OpenCode School

Lesson 10

Plugins

Extend OpenCode with plugins that add tools, hook into events, and integrate external services.

In the Tools lesson, you added an MCP server to give OpenCode access to an external tool. MCP is great for connecting to services — but what if you want to go deeper? What if you want to hook into OpenCode’s lifecycle, modify how tools behave, inject environment variables, or register entirely new tools written in TypeScript?

That’s what plugins are for. A plugin is a JavaScript or TypeScript module that OpenCode loads at startup. It can subscribe to events, add custom tools, and change how OpenCode works — not just what tools it has access to, but how it uses them.

Where plugins live

Plugins can be installed at two levels:

Project-level plugins go in .opencode/plugins/ inside your project. These are only available when you’re working in that project.

Global plugins go in ~/.config/opencode/plugins/. These are available in every project.

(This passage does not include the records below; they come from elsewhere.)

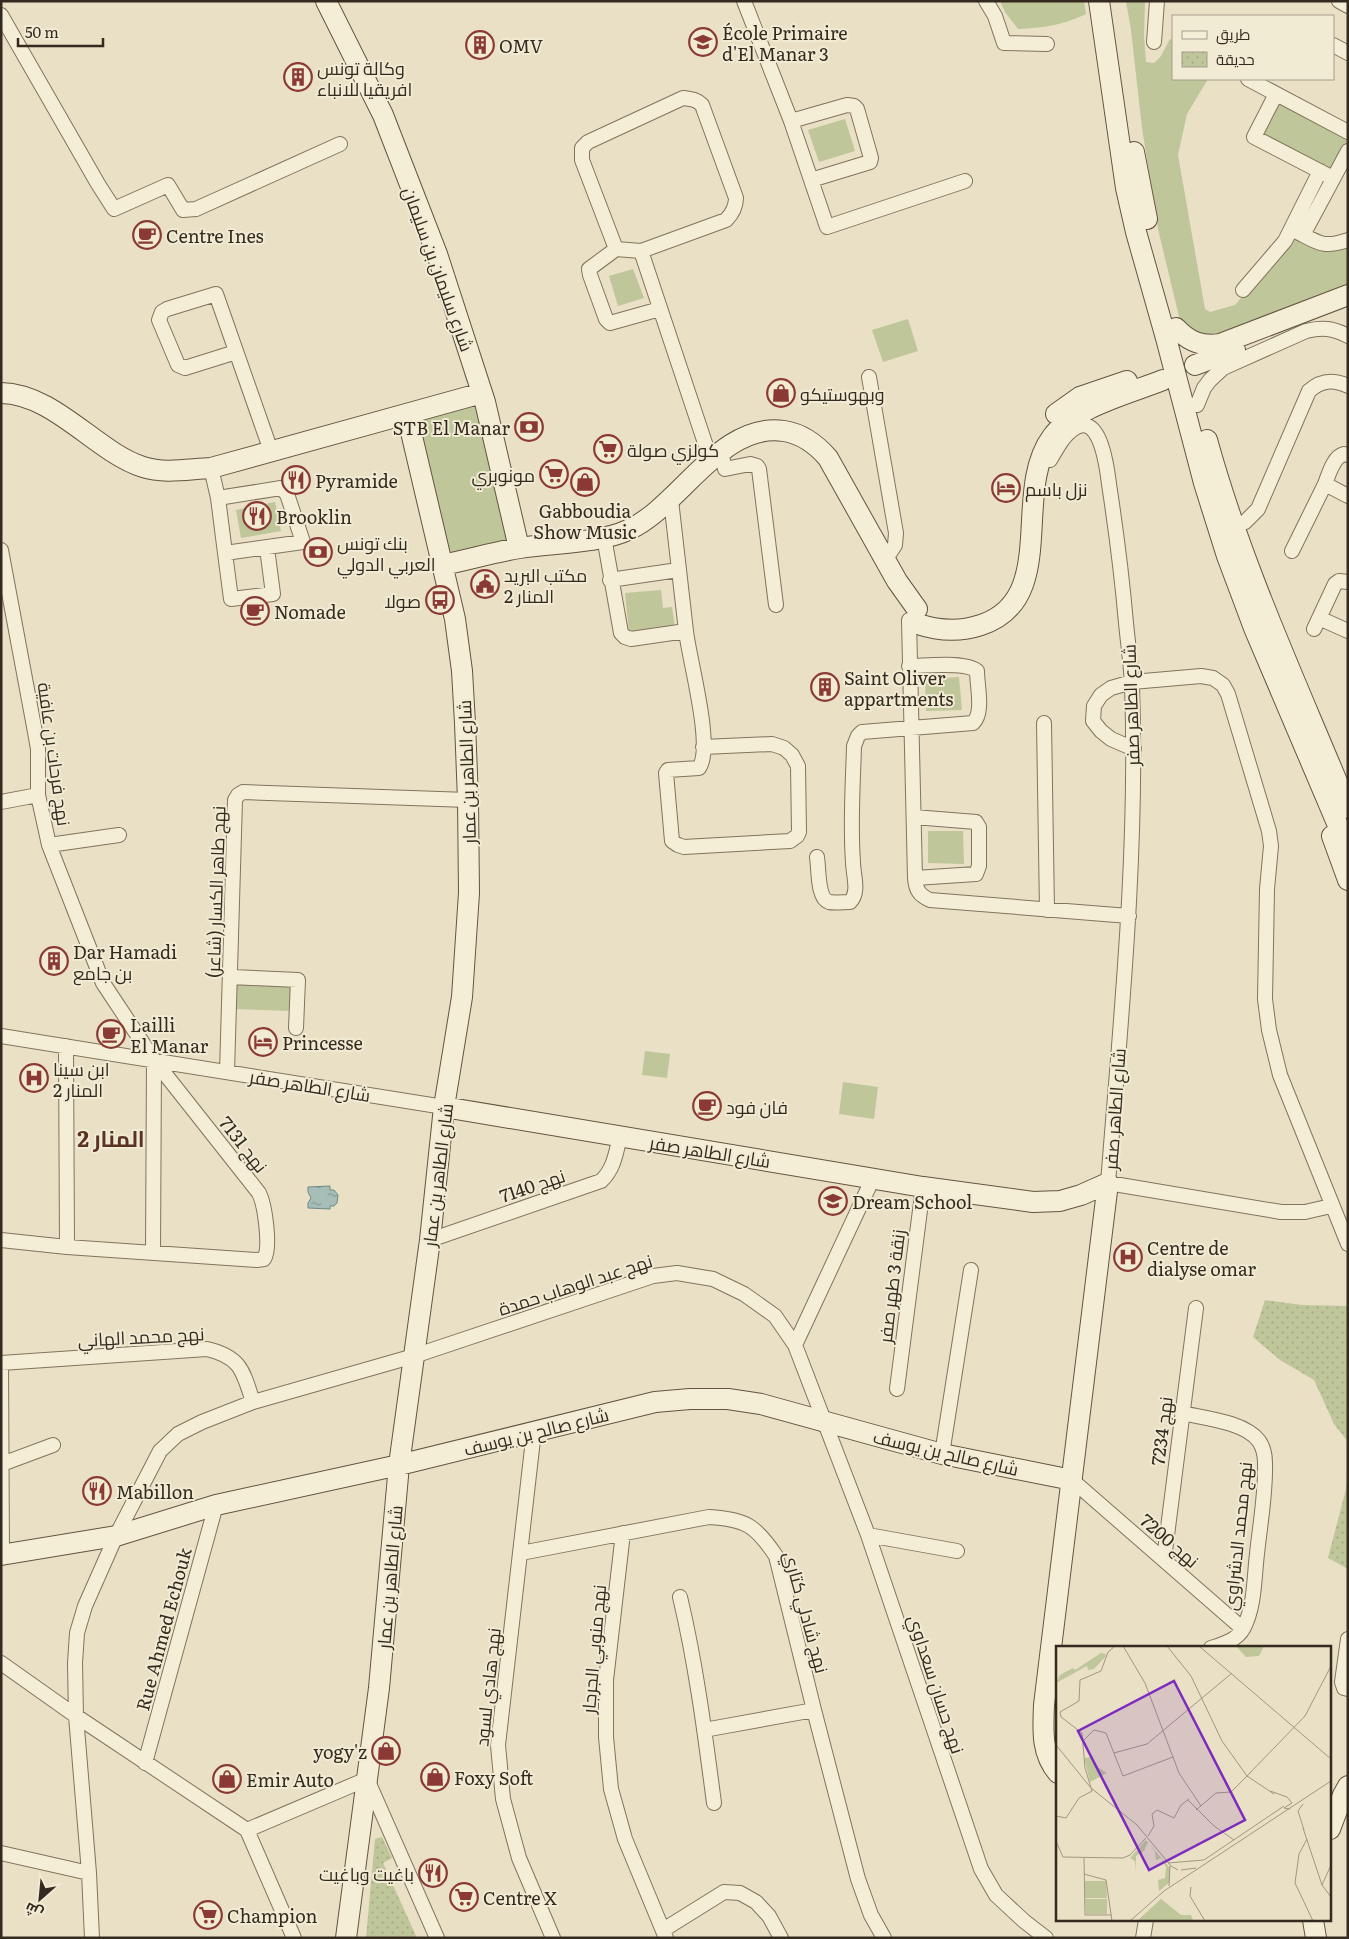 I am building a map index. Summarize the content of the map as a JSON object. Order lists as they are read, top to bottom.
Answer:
{
  "streets": {
    "street": [
      "شارع سليمان بن سليمان",
      "شارع الطاهر صفر",
      "نهج فرحات بن عافية",
      "شارع الطاهر بن عمار",
      "نهج طاهر الكسار (شاعر)",
      "نهج 7131",
      "نهج 7140",
      "نهج عبد الوهاب حمدة",
      "زنقة 3 طهر صفر",
      "نهج محمد الهاني",
      "شارع صالح بن يوسف",
      "نهج 7234",
      "نهج محمد الدشراوي",
      "نهج 7200",
      "نهج شادلي كتاري",
      "Rue Ahmed Echouk",
      "نهج منوبي الجرجار",
      "نهج حسان سعداوي",
      "نهج هادي لسود"
    ]
  },
  "crossings": [
    ["شارع الطاهر صفر", "نهج فرحات بن عافية"],
    ["شارع الطاهر صفر", "شارع الطاهر بن عمار"],
    ["شارع الطاهر صفر", "نهج طاهر الكسار (شاعر)"],
    ["شارع الطاهر صفر", "نهج 7131"],
    ["شارع الطاهر صفر", "نهج 7140"],
    ["شارع الطاهر صفر", "زنقة 3 طهر صفر"],
    ["نهج فرحات بن عافية", "نهج 7131"],
    ["شارع الطاهر بن عمار", "نهج طاهر الكسار (شاعر)"],
    ["شارع الطاهر بن عمار", "نهج 7140"],
    ["شارع الطاهر بن عمار", "نهج عبد الوهاب حمدة"],
    ["شارع الطاهر بن عمار", "شارع صالح بن يوسف"],
    ["نهج عبد الوهاب حمدة", "نهج محمد الهاني"],
    ["نهج عبد الوهاب حمدة", "شارع صالح بن يوسف"],
    ["نهج عبد الوهاب حمدة", "نهج حسان سعداوي"],
    ["شارع صالح بن يوسف", "نهج 7200"],
    ["شارع صالح بن يوسف", "Rue Ahmed Echouk"],
    ["شارع صالح بن يوسف", "نهج حسان سعداوي"],
    ["شارع صالح بن يوسف", "نهج هادي لسود"],
    ["نهج 7234", "نهج محمد الدشراوي"],
    ["نهج 7234", "نهج 7200"],
    ["نهج محمد الدشراوي", "نهج 7200"],
    ["نهج شادلي كتاري", "نهج منوبي الجرجار"],
    ["نهج شادلي كتاري", "نهج هادي لسود"]
  ],
  "districts": ["المنار 2"],
  "places": {
    "school or university": ["École Primaire d'El Manar 3", "Dream School"],
    "building": [
      "OMV",
      "وكالة تونس افريقيا للانباء",
      "Saint Oliver appartments",
      "Dar Hamadi بن جامع"
    ],
    "cafe": [
      "Centre Ines",
      "Nomade",
      "Lailli El Manar",
      "فان فود"
    ],
    "shop": [
      "وبهوستيكو",
      "Gabboudia Show Music",
      "yogy'z",
      "Foxy Soft",
      "Emir Auto"
    ],
    "bank": ["STB El Manar", "بنك تونس العربي الدولي"],
    "supermarket": [
      "كولزي صولة",
      "مونوبري",
      "Centre X",
      "Champion"
    ],
    "restaurant": [
      "Pyramide",
      "Brooklin",
      "Mabillon",
      "باغيت وباغيت"
    ],
    "hotel": ["نزل باسم", "Princesse"],
    "public building": ["مكتب البريد المنار 2"],
    "bus stop": ["صولا"],
    "hospital": ["ابن سينا المنار 2", "Centre de dialyse omar"]
  },
  "legend": ["طريق", "حديقة"],
  "scale_bar": "50 m",
  "north": "bottom left"
} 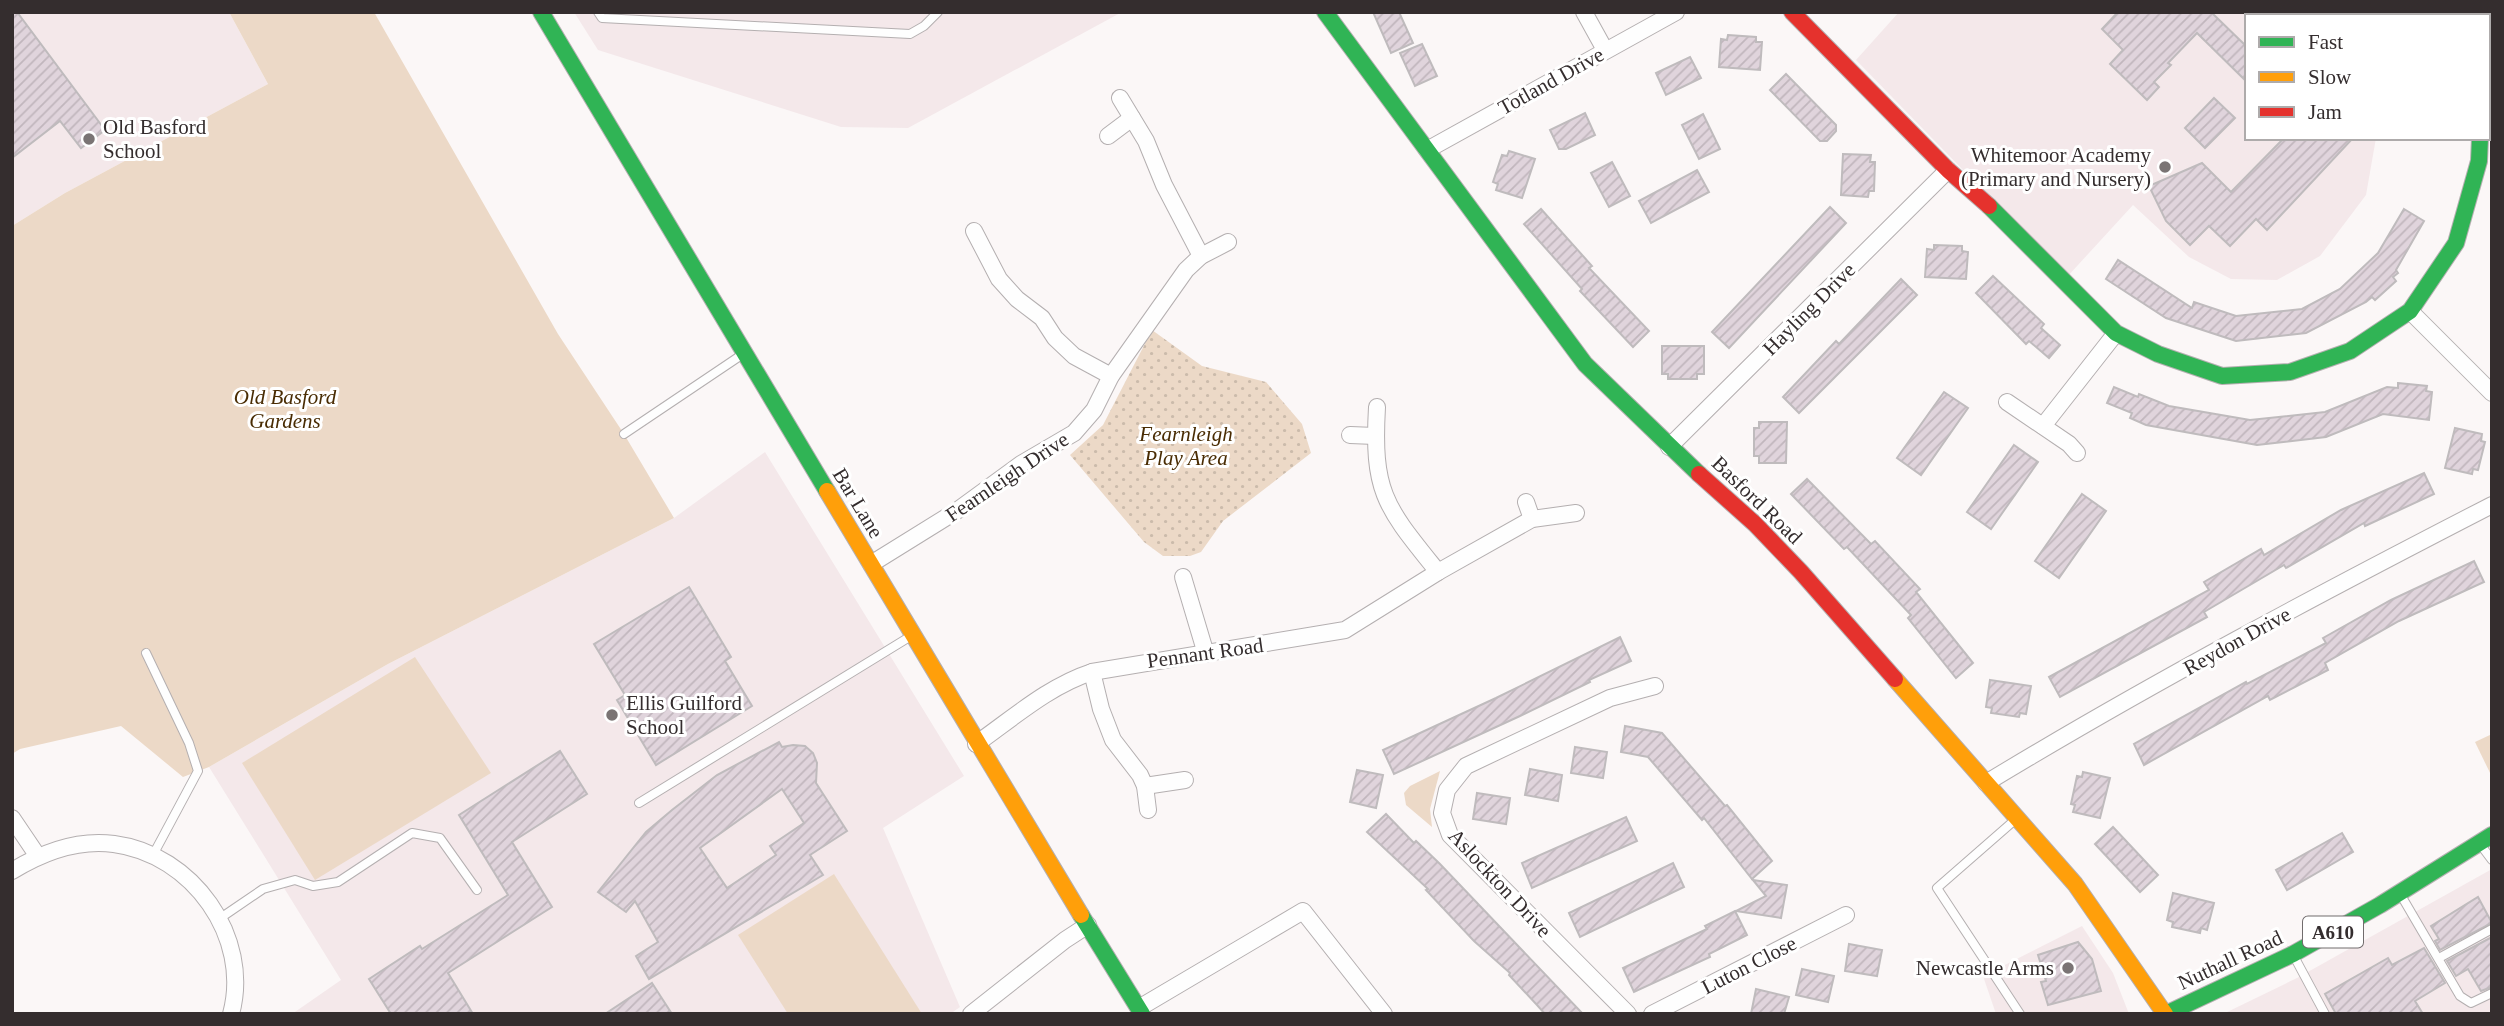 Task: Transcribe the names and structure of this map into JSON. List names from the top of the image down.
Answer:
{
  "streets": {
    "main road": [
      "Basford Road",
      "Bar Lane",
      "A610",
      "Nuthall Road"
    ],
    "street": [
      "Totland Drive",
      "Hayling Drive",
      "Fearnleigh Drive",
      "Reydon Drive",
      "Pennant Road",
      "Aslockton Drive",
      "Luton Close"
    ]
  },
  "crossings": [
    ["Totland Drive", "Basford Road"],
    ["Hayling Drive", "Basford Road"],
    ["Fearnleigh Drive", "Bar Lane"],
    ["Basford Road", "Reydon Drive"],
    ["Basford Road", "Nuthall Road"],
    ["Bar Lane", "Pennant Road"]
  ],
  "parks": ["Old Basford Gardens", "Fearnleigh Play Area"],
  "places": [
    "Old Basford School",
    "Whitemoor Academy (Primary and Nursery)",
    "Ellis Guilford School",
    "Newcastle Arms"
  ],
  "legend": ["Fast", "Slow", "Jam"]
}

You can also install plugins from npm by adding them to your opencode.json config:

{
  "plugin": ["opencode-helicone-session", "@my-org/custom-plugin"]
}

If your plugin needs external packages, add a package.json to the same directory (.opencode/package.json for project-level, or ~/.config/opencode/package.json for global). OpenCode runs bun install automatically at startup to resolve dependencies.

What plugins can do

At its simplest, a plugin is a function that returns an object of hooks:

export const MyPlugin = async ({ project, client, $ }) => {
  return {
    "session.idle": async ({ event }) => {
      // Do something when a session finishes
    },
  }
}

Plugins can subscribe to dozens of events — session.idle, tool.execute.before, file.edited, and many more. They can also register custom tools that the AI can call, using the tool() helper from the @opencode-ai/plugin package:

import { tool } from "@opencode-ai/plugin"

export const MyPlugin = async () => {
  return {
    tool: {
      greet: tool({
        description: "Say hello",
        args: { name: tool.schema.string() },
        async execute(args) {
          return `Hello, ${args.name}!`
        },
      }),
    },
  }
}

Tools defined this way show up alongside OpenCode’s built-in tools. The AI can call them whenever it decides they’re relevant — just like the MCP tools you set up in the Tools lesson.

Some plugins also ship with a companion skill — a markdown file in .opencode/skills/ that injects workflow guidance into the agent’s system prompt, teaching it how to use the plugin’s tools effectively.

For the full list of events and hook types, see the OpenCode plugin docs.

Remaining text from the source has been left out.